Dari sebuah barokah istighosah yang mungkin terkesan ‘sakti’, pernah saya alami. Kehebatan istighosah itu nyata. Cerita bermula dari saya yang melanggar aturan dengan keluar pondok untuk menonton laga final sepak bola Liga Indonesia yang saya sudah lupa tim apa yang bertanding.
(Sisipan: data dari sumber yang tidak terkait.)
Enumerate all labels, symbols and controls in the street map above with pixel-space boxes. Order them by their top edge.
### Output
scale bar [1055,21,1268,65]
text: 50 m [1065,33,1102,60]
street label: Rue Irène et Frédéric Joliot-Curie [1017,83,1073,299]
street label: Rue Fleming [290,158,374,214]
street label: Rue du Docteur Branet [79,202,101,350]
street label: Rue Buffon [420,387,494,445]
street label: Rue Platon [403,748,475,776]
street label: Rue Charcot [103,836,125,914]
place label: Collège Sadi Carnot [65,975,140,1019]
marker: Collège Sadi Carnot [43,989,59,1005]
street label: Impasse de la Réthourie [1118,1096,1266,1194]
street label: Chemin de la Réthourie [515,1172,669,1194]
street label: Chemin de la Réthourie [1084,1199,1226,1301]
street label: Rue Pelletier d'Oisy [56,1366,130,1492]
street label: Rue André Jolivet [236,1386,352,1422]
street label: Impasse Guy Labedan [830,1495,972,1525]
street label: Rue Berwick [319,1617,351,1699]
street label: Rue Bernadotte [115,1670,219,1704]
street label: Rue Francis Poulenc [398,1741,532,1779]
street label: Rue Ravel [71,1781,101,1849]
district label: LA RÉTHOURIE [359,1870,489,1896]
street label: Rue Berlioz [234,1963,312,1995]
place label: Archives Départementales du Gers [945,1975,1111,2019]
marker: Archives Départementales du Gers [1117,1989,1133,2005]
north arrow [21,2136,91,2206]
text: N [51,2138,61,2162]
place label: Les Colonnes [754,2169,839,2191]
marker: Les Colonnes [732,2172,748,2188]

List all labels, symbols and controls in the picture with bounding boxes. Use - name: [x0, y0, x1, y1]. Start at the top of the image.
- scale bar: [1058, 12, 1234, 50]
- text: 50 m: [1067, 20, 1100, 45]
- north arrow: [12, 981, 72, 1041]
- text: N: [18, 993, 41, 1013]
Setelah selesainya dari menonton, saya pulang lewat di daerah timur Tribakti. Waktu itu hampir maghrib yang belum begitu gelap. Karena saya mengejar jam kegiatan pondok agar tidak telat, sepeda onthel yang saya tunggangi buru-buru saya kayuh dengan kecepatan tinggi. Berniat agar tidak sampai telat dan terlalu larut saat sampai di pondok. Di depan saya terlihat ada sebua mobil yang terparkir, saya menyalipnya dengan sama sekali tidak mengurangi kecepatan laju sepeda, lalu di hadapan saya tiba-tiba saja ada sebuah motor yang berlawanan arah dan tidak kalah kencang. Saya tidak sempat menghindar, tabrakan itu tidak terelakan.

 

Secara logika, saya pasti sudah terlempar jauh karena tabrakan tidak sebanding antara sepeda dengan motor yang sam-sama dalam kecepatan tinggi. Namun, dengan izin Allah, dalam tabrakan itu saya merasa seperti terbang dan jatuh dengan posisi yang siap berdiri. Hasilnya biasa saja, hanya ada sedikit sekali luka, bahkan bisa dibilang tidak ada luka. Sementara lawan saya, darahnya banyak sekali dan sepeda motornya yang rusak parah. Seketika saya merasakan barokahnya istighosah, jauzan, dan dzikir-dzikir yang diajarkan Yai Imam. Ternyata kita benar-benar dilindungi dzohiron wa bathinan.

Pesan Dalam Ta’ziran

Dulu saya pernah nakal dengan melanggar aturan pondok berupa membawa HP dan ketahuan oleh pengurus. Singkat cerita, akhirnya saya dilaporkan kepada Yai Imam dan sorenya saya dipanggil beliau.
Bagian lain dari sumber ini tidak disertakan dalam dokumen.